Periods can be a literal pain in the…everything. Though periods are a healthy, normal bodily process, they can be annoying to manage and not to mention painful. But, how much pain is normal during your period? If you’ve ever been curled up in bed with a heating pad, you may have wondered this exact thing. Let’s start with a little biology lesson.
During your period, a hormone called prostaglandin causes the muscles in your uterus to contract, which sheds the lining of your uterus. When the uterus contracts, it may cause cramping and pain in the abdomen. Fortunately, there are things you can do that may reduce period cramping. Let's dive deeper into what causes period pain and what may make your cramps worse.
Common causes of period pain
Menstrual cramps are normal and generally just caused by your uterus contracting to shed the uterine lining and egg that did not get fertilized and result in a pregnancy. However, period pain could also be caused by:
- Uterine Fibroids
- PMS (Premenstrual Syndrome)
- Being under the age of 20 years old
- Irregular periods
- No prior pregnancies or births
- Pelvic Inflammatory Disease
- Cervical Stenosis
Types of period pain
There are two types of period pain, often referred to as dysmenorrhea. Primary dysmenorrhea and Secondary dysmenorrhea cause period pain but have different underlying causes. Unlike primary dysmenorrhea, Secondary dysmenorrhea is commonly caused by underlying conditions that affect the uterus or other reproductive organs.
Why do some periods hurt more?
Wouldn't it be amazing if our periods were predictable, so we knew exactly what to expect? Unfortunately, however, sometimes our periods surprise us, which may be more painful or have a heavier flow than the prior months. But why is that? Well, our lifestyles play a more significant part in our monthly periods than we may realize. Our hormones fluctuate based on stress levels, lack of sleep, diet, and exercise.
How much pain is too much pain on period?
It is not uncommon for women to experience cramping and pain during the first and second days of their period. Some women usually experience cramping a few days before the onset of their period. However, the pain should not be so severe that it keeps you from doing normal daily activities or cause you to miss work. If your cramps last longer than three days and your coping mechanisms do not work, it may be time to visit your doctor to see if any underlying conditions contribute to the pain.

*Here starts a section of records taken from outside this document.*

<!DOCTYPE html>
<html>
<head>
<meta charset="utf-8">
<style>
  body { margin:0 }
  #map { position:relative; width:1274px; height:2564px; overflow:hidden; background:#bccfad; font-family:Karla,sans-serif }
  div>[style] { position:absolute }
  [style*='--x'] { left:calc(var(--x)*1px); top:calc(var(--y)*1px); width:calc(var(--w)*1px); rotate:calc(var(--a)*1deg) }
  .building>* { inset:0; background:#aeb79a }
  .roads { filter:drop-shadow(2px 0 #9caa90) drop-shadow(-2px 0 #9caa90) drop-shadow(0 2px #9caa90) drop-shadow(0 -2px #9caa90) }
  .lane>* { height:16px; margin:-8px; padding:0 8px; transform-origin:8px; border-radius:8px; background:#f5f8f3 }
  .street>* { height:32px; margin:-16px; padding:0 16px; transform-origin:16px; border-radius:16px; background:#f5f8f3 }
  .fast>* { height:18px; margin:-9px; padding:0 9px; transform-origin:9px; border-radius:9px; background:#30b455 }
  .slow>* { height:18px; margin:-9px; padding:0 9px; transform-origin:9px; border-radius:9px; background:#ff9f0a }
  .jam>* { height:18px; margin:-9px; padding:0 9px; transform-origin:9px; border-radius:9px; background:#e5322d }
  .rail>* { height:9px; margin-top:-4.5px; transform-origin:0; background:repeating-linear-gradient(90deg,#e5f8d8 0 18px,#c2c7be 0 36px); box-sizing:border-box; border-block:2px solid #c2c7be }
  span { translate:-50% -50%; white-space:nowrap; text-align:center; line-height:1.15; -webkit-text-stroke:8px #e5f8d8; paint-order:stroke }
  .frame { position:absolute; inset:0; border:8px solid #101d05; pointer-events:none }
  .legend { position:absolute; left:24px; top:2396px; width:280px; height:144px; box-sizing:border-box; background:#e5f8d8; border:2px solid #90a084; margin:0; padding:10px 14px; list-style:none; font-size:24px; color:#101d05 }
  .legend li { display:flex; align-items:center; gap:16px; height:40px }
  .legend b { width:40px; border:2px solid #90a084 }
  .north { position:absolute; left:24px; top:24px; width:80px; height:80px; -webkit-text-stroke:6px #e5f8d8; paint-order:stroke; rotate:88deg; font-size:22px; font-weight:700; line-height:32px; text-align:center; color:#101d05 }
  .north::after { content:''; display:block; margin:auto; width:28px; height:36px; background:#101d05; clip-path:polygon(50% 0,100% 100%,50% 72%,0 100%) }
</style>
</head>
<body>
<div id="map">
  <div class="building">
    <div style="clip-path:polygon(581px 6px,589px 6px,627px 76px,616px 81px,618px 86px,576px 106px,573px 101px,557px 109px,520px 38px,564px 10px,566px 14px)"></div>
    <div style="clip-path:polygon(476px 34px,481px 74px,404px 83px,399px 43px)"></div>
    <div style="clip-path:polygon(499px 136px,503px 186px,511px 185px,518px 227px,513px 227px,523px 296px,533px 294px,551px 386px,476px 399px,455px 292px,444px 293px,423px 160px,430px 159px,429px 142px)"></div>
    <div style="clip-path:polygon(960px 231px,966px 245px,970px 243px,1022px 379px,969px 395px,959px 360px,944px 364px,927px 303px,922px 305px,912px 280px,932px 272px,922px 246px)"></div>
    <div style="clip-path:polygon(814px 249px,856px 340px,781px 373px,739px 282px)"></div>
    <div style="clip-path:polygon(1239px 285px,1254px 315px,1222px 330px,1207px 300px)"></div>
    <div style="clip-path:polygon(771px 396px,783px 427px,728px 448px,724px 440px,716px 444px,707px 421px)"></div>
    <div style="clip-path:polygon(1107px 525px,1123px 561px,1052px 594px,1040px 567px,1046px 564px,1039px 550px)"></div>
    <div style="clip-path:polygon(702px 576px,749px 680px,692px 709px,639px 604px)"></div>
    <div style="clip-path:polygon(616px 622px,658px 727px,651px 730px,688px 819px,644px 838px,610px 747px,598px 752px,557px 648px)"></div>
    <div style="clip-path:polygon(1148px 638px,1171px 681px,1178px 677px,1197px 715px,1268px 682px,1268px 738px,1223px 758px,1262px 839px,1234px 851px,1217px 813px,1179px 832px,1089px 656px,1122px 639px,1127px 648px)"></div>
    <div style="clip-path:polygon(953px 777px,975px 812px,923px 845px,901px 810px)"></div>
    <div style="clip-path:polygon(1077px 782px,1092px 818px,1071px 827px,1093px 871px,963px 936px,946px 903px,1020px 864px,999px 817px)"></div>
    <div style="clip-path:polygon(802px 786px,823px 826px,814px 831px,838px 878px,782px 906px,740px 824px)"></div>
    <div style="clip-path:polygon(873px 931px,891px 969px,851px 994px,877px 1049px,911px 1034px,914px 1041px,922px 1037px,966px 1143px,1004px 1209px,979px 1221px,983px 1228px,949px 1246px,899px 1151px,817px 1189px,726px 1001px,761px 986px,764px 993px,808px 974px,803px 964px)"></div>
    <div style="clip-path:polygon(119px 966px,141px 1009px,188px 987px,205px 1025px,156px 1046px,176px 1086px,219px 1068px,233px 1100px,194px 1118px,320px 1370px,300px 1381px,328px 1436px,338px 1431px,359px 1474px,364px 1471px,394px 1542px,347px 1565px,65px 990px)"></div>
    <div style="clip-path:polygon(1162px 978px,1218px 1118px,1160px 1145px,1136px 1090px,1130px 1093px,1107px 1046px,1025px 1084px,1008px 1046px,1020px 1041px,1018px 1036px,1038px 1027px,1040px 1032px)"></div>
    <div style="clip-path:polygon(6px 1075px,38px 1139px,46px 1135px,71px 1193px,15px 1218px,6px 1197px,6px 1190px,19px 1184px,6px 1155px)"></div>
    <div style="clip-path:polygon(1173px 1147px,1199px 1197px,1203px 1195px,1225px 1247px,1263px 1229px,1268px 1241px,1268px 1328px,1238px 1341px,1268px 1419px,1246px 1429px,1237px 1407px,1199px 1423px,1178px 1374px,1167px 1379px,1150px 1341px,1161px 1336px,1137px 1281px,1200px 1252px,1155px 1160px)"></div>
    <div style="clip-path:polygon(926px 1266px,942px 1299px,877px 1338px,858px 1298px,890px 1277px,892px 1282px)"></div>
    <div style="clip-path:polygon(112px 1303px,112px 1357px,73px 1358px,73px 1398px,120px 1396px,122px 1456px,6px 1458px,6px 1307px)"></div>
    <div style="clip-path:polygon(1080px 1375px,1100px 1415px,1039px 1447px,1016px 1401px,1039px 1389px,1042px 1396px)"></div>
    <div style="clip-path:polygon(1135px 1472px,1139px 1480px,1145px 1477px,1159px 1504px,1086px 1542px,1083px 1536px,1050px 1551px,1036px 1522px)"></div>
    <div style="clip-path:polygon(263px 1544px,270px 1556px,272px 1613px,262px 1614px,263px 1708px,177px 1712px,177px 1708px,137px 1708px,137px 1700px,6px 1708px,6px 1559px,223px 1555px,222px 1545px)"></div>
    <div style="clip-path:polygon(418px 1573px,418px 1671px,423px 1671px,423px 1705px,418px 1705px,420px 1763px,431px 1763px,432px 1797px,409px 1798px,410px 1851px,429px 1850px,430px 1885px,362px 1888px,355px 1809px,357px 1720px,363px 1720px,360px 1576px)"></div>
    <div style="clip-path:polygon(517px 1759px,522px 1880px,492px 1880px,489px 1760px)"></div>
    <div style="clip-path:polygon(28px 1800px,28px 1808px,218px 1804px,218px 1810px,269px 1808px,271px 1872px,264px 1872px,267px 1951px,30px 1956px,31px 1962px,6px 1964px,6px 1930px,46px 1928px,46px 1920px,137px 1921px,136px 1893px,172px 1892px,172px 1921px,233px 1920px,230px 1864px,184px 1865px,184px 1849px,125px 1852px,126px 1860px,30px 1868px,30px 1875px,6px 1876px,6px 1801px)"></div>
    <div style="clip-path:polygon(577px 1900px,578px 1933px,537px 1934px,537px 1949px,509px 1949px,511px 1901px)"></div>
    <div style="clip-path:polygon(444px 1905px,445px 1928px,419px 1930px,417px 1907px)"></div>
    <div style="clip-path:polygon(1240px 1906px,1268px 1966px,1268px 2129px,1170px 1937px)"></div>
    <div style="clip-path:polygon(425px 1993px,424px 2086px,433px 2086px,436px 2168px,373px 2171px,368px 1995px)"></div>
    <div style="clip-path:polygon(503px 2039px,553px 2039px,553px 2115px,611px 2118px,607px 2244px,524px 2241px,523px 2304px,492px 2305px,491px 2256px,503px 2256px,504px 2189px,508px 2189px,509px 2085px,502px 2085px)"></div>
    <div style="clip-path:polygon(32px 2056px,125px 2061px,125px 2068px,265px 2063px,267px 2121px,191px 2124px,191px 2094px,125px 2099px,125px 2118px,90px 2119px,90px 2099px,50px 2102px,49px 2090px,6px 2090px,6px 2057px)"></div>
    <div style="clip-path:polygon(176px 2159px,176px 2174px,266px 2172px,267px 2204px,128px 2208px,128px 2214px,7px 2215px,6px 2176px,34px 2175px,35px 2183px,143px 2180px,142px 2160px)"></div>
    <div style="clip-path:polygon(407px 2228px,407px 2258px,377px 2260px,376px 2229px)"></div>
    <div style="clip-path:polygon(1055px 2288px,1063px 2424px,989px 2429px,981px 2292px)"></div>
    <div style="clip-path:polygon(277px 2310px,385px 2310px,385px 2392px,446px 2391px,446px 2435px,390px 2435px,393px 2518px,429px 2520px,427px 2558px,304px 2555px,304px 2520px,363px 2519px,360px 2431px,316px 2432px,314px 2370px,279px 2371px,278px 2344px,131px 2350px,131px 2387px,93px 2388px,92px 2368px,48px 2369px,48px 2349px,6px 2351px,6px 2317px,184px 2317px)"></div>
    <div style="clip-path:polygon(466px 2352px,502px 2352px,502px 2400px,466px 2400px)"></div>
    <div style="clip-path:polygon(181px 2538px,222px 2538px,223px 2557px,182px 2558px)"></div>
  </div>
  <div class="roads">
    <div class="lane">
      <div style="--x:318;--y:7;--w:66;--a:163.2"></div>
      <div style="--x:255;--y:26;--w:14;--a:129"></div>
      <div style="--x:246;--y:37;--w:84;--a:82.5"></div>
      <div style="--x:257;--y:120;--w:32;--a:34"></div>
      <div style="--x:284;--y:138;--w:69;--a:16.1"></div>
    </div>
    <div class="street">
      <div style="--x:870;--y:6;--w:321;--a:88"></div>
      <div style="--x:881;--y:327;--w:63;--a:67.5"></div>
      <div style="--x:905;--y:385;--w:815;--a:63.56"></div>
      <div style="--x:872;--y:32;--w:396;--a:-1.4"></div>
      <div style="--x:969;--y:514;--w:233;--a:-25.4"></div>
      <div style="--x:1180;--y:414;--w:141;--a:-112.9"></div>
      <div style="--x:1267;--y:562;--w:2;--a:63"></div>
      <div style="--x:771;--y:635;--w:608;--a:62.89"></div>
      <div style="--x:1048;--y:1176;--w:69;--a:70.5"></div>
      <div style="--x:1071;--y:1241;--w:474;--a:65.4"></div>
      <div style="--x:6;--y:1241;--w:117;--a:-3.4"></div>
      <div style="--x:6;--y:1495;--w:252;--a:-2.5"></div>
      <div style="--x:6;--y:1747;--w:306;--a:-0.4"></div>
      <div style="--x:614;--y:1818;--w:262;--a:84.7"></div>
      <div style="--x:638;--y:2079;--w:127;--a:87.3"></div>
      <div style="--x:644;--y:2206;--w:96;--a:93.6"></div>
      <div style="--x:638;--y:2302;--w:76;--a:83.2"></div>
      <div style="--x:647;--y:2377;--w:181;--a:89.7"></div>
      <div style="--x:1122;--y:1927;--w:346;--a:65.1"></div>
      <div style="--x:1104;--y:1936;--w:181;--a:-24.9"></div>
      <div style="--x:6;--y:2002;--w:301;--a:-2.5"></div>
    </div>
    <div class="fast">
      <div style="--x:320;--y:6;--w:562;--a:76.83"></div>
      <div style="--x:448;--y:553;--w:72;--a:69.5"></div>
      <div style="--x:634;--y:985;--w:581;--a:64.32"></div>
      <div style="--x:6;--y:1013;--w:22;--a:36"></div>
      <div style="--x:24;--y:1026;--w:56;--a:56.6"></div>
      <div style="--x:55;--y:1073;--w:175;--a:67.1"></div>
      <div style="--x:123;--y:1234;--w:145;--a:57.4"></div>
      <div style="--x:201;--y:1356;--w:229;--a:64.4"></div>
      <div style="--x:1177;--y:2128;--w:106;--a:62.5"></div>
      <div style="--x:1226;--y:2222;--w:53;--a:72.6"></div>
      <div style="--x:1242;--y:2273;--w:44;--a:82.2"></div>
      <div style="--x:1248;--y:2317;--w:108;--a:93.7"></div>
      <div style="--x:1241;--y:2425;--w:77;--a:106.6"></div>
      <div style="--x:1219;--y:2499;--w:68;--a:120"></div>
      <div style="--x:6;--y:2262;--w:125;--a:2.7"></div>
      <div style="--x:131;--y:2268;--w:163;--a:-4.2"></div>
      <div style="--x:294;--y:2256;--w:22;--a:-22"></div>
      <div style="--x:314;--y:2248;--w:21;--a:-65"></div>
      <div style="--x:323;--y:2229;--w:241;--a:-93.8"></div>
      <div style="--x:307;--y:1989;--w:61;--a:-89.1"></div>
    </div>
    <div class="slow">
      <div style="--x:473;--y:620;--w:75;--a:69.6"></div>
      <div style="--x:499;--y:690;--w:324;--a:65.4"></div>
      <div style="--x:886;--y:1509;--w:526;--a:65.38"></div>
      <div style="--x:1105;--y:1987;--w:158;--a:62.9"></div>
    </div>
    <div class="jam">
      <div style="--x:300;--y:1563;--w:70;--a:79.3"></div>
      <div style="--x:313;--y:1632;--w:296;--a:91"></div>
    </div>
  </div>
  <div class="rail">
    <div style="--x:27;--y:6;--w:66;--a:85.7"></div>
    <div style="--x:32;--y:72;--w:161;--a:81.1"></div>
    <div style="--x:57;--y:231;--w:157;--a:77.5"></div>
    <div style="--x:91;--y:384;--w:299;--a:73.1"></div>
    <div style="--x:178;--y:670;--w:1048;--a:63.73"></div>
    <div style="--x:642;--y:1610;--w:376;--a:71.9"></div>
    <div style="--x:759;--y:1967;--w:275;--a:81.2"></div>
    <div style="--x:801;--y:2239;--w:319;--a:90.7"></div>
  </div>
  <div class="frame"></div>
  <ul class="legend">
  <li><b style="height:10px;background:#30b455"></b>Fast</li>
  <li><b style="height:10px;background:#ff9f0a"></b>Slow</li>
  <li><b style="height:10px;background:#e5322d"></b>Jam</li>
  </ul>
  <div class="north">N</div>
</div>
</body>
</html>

What can I do to alleviate severe period pain?
Take a warm bath
A hot bath after a long day is a great way to relax and unwind. In addition, taking a hot bath may reduce period cramps. It is important to soak your lower abdomen and hips for at least 10 minutes to receive the full benefits. In addition, baths help with cramping and prevent skin irritations such as yeast infections or bacterial infections that may be linked to poor hygiene or period blood.
It's no secret that exercise is good for your body, and though it sometimes seems like the last thing you want to do on your period, it’s great for period pain. Exercise releases endorphins which relax your muscles, reduce pain and promote blood circulation. So, of course, when you have painful periods, the last thing you may want to do is exercise. However, even light exercise such as walking or yoga will help you get the benefits of the endorphins to improve your painful period.
Eat Anti-inflammatory Foods
Certain foods have been known to have anti-inflammatory properties and may reduce period cramps.
Anti-inflammatory foods include:
- Leafy greens
- Nuts such as Almonds
- Fish high in Omega-3,6 and 9 fats
Elevate your legs
Many experts have discovered that elevating your legs provides many health benefits, such as improved blood flow and reduced swelling. In addition, elevating your legs may reduce period cramps.
Reduce intake of alcohol, salt, and caffeine
You may want to reach for a glass of wine in hopes that it will help take the edge off of period cramping. However, alcohol increases your prostaglandin levels. Prostaglandins are responsible for causing the contracting of the uterus and, therefore, may increase period cramping.
High sodium and caffeine intake are usually not healthy for us. However, it is especially not beneficial for us during our periods. This is because sodium and caffeine may dehydrate your body. When dehydrated, your uterus will contract more, causing period cramps.
When our bodies do not get enough water, it can cause dehydration. Dehydration contributes to bloat, which makes period cramps worse. Consider drinking around 6 to 8 glasses of water per day. Also, drinking warm water may increase blood flow and relax your muscles to combat painful uterine contractions.
When should you seek professional help for period pain?
Talk to your doctor about your symptoms if you experience any of the following:
- Passing a blood clot
- Cramps suddenly get worse and are hard to manage
- Have a fever with your period pain
- You are over 25 years old, and you get sudden severe cramping
- Haver period cramps while not on your period.
Period pain is an expected and regular part of a monthly cycle for women. Yet every month, the pain feels sudden, and we are not always prepared for the days ahead when our periods begin. It stinks, but there are ways to manage the pain and fluid.